• [Supplied material]:
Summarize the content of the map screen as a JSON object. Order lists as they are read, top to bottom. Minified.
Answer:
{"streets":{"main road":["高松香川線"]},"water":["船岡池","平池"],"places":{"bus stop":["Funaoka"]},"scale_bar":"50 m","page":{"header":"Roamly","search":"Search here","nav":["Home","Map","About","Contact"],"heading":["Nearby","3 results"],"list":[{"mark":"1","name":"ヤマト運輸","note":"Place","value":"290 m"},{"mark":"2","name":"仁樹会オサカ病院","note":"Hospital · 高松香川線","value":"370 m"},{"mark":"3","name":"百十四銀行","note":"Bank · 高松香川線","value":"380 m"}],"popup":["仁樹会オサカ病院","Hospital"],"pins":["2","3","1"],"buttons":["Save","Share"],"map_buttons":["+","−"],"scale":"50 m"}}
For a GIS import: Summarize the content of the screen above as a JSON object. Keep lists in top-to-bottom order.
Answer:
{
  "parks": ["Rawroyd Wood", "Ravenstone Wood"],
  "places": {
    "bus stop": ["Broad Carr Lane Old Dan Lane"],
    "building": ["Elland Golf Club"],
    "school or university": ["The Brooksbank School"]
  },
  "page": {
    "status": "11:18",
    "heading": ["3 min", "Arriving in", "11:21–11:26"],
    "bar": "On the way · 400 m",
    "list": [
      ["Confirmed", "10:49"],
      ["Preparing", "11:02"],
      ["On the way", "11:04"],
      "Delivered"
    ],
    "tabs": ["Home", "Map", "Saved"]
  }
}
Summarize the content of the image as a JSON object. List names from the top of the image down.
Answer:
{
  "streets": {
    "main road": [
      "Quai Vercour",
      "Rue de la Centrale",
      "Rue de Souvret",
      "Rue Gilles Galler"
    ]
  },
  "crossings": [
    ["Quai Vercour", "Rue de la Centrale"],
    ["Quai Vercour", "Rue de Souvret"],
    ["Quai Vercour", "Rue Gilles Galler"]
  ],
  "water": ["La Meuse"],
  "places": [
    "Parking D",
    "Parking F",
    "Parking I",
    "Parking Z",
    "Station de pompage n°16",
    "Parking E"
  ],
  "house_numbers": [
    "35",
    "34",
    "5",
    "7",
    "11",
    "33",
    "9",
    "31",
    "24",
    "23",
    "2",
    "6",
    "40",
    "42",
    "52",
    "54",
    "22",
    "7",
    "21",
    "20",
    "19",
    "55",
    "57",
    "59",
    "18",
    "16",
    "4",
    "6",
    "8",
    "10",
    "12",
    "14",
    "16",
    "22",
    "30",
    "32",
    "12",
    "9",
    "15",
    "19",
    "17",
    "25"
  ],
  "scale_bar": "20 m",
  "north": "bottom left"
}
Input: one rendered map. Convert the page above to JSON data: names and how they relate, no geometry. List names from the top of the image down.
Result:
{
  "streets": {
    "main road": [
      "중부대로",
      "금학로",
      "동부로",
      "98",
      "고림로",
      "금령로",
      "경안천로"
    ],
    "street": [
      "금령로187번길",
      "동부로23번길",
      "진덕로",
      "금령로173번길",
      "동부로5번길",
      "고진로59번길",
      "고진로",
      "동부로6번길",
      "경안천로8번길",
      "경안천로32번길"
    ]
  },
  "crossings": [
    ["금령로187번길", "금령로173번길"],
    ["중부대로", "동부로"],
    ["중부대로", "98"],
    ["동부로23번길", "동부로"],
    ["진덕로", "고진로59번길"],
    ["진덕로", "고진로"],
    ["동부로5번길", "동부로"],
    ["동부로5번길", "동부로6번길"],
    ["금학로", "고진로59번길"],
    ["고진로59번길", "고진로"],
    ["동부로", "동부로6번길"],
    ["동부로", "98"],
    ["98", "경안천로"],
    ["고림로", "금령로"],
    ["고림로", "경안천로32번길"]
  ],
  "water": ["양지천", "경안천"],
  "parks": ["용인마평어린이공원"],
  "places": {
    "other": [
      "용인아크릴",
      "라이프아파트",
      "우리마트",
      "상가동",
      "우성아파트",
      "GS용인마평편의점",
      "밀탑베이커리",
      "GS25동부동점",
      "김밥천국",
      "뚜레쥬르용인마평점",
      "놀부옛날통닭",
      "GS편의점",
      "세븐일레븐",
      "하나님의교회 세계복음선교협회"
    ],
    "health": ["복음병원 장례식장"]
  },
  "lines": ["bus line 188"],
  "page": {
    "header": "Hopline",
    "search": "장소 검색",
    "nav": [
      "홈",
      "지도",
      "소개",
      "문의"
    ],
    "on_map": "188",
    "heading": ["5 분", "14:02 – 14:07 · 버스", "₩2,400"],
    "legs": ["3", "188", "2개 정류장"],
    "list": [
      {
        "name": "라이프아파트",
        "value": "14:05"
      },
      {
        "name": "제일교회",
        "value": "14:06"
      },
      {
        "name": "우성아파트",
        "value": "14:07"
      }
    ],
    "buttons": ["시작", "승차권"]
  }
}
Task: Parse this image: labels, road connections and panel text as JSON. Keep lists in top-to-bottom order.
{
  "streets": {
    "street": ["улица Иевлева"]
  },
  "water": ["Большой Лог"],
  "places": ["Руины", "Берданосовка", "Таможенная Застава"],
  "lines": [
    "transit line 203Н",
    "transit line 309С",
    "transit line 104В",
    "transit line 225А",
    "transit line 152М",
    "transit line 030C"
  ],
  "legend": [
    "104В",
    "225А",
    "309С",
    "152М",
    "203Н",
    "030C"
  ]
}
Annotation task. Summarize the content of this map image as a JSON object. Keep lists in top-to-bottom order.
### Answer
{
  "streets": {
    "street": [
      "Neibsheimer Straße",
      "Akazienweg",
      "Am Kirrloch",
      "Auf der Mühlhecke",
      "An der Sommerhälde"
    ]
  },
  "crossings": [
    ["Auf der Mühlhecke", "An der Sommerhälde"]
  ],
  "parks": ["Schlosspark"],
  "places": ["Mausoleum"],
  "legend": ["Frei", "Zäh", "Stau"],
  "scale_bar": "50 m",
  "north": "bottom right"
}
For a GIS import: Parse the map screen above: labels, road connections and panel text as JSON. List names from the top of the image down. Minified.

• [Assignment]:
Return all lines from the material that contain "above".

• [Your response]:
For a GIS import: Summarize the content of the screen above as a JSON object. Keep lists in top-to-bottom order.
Input: one rendered map. Convert the page above to JSON data: names and how they relate, no geometry. List names from the top of the image down.
For a GIS import: Parse the map screen above: labels, road connections and panel text as JSON. List names from the top of the image down. Minified.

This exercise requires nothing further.